Start of SUPPLIED DATA
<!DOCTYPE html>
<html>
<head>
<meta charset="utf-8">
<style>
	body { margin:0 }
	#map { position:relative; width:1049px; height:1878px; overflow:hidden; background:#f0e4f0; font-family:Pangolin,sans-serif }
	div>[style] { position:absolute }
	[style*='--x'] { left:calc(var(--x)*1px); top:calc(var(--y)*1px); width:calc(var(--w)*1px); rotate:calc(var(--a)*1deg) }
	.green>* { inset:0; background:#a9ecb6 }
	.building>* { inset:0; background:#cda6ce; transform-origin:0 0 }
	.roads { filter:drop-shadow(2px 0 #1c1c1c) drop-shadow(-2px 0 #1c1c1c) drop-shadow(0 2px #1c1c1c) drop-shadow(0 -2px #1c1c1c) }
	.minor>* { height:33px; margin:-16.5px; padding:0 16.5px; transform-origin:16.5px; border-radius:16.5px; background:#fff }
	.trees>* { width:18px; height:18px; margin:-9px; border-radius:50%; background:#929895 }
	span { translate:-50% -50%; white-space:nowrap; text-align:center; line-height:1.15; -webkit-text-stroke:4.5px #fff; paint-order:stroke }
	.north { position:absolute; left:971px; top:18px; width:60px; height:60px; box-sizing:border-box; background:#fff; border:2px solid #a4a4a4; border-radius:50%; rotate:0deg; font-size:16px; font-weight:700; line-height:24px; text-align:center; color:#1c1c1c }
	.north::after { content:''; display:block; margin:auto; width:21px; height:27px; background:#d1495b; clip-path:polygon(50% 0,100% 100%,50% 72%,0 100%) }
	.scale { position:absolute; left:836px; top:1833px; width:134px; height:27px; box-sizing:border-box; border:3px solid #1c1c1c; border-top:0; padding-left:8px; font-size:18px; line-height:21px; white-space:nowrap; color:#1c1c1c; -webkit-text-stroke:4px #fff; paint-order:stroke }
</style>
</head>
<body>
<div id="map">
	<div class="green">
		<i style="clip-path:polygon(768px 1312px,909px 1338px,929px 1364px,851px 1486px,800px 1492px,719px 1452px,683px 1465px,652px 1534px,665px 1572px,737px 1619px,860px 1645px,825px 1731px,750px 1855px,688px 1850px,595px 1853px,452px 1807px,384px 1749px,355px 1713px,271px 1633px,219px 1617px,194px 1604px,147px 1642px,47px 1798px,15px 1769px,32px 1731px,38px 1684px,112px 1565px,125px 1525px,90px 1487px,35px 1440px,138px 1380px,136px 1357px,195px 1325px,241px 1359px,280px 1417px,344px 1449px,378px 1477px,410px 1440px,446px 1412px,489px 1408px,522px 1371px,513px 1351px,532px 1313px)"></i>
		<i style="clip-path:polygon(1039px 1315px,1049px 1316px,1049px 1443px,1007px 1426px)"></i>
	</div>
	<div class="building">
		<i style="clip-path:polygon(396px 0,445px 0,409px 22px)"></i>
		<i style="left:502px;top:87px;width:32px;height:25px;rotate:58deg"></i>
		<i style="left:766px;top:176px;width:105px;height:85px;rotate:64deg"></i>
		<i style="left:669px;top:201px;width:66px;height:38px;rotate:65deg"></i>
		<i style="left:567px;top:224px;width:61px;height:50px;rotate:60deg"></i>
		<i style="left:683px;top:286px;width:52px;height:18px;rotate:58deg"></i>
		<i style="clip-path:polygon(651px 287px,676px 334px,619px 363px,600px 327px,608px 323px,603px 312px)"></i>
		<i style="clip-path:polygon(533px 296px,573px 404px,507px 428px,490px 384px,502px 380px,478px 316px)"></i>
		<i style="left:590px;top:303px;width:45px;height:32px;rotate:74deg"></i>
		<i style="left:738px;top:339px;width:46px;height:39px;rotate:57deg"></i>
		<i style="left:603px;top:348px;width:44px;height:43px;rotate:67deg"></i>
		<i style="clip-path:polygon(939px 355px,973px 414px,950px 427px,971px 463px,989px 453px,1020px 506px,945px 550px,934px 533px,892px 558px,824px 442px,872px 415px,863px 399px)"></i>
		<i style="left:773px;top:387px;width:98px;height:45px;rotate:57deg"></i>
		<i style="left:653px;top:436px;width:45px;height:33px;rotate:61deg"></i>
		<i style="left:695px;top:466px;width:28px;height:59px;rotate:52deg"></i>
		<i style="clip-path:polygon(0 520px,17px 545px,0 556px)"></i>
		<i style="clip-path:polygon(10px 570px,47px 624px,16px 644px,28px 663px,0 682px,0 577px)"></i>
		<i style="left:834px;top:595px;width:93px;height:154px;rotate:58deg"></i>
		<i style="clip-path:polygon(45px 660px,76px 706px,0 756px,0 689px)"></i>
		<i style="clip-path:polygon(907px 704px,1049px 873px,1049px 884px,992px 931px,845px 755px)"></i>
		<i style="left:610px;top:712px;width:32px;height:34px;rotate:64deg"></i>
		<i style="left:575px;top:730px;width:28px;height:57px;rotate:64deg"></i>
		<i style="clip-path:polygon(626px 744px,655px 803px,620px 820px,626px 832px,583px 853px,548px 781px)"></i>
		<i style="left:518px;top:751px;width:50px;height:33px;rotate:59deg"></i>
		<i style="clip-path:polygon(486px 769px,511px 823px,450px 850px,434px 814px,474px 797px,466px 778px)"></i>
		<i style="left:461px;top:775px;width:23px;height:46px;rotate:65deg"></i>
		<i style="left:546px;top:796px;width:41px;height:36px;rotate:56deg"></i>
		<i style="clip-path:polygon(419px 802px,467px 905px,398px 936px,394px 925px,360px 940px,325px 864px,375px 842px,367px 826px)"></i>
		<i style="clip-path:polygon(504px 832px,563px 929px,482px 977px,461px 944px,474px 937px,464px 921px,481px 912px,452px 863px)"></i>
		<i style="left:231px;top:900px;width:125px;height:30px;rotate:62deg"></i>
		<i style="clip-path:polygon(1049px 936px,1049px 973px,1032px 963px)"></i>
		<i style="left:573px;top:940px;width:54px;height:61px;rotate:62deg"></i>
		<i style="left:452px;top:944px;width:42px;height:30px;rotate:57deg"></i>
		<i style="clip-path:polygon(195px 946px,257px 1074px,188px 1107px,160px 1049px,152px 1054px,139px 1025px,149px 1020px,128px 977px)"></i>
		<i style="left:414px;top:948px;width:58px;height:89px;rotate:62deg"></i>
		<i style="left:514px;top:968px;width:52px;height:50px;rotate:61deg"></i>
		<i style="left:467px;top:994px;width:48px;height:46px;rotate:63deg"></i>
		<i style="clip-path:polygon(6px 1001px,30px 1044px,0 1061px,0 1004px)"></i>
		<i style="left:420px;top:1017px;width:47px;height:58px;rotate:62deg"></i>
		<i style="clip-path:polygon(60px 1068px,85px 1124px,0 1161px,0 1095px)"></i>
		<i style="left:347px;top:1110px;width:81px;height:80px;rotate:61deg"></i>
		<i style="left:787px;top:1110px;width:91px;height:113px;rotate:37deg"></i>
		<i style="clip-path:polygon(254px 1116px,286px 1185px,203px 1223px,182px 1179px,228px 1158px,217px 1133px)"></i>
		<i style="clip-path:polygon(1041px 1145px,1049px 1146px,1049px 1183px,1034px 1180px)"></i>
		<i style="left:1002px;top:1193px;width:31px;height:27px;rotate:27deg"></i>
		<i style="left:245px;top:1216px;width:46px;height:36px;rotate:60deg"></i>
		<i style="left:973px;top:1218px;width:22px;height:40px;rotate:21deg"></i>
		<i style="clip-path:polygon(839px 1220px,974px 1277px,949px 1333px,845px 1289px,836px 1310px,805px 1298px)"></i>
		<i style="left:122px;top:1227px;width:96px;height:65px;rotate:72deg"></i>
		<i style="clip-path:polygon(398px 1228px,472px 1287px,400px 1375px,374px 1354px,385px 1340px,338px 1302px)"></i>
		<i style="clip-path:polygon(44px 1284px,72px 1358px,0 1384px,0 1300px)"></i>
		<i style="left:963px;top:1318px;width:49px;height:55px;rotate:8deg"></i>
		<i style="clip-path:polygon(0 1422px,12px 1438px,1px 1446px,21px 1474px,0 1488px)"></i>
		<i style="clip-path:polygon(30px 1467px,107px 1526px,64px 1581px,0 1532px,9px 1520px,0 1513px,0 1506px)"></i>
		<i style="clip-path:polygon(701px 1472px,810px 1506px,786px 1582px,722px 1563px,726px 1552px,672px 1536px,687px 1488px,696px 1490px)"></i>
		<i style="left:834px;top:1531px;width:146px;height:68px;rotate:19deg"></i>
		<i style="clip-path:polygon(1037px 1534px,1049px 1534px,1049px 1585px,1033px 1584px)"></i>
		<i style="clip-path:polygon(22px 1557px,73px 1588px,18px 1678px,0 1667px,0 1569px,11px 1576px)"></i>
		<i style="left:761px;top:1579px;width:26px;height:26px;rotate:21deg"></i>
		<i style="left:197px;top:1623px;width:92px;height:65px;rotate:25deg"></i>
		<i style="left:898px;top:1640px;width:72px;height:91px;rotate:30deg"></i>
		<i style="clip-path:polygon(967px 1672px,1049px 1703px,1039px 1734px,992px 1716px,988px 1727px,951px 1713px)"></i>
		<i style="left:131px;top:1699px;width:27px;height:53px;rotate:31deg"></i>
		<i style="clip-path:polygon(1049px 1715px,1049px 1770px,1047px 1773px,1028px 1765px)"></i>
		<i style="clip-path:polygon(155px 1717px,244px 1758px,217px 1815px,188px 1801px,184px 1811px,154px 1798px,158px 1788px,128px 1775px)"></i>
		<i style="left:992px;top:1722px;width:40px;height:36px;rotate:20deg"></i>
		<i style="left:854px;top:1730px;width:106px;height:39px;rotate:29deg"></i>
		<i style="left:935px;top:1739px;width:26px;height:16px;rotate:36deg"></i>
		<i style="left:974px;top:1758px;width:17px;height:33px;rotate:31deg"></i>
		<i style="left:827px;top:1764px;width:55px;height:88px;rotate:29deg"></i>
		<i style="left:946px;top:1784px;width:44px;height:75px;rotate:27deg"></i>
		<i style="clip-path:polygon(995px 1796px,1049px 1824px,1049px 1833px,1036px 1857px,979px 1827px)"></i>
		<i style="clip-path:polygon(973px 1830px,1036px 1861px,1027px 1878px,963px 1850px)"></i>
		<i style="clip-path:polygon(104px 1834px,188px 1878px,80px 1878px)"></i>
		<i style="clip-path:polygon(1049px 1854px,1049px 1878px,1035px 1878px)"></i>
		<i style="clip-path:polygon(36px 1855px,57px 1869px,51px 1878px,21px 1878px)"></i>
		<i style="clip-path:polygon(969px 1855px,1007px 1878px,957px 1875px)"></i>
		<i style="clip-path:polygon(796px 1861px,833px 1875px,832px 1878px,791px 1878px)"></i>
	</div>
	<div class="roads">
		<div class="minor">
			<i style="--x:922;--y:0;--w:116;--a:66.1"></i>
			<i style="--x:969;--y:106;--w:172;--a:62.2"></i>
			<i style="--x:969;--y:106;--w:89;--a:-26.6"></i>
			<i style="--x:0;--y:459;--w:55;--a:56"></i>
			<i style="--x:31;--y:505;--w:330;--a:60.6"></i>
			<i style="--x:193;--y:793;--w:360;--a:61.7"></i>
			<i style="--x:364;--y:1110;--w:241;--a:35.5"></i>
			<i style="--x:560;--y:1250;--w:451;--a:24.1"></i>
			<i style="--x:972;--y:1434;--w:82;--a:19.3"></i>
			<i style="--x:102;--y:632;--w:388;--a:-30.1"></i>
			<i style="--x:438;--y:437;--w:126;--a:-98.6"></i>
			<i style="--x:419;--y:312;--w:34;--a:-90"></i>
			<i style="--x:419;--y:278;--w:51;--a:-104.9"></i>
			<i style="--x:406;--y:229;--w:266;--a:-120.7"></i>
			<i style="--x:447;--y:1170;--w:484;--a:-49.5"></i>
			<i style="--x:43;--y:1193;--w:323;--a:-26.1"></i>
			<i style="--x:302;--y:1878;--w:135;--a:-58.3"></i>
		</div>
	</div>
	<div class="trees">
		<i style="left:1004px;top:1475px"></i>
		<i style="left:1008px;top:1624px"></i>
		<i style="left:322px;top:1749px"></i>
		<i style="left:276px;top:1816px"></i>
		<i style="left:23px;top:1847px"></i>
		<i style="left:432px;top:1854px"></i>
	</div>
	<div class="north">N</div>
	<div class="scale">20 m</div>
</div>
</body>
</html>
End of SUPPLIED DATA
Look above for the line holding "inset:0; background:#cda6ce; transform-origin:0". Print it and every line after it, exactly, through the line holding "filter:drop-shadow(2px 0 #1c1c1c)".

:: EXERCISE OUTPUT ::
	.building>* { inset:0; background:#cda6ce; transform-origin:0 0 }
	.roads { filter:drop-shadow(2px 0 #1c1c1c) drop-shadow(-2px 0 #1c1c1c) drop-shadow(0 2px #1c1c1c) drop-shadow(0 -2px #1c1c1c) }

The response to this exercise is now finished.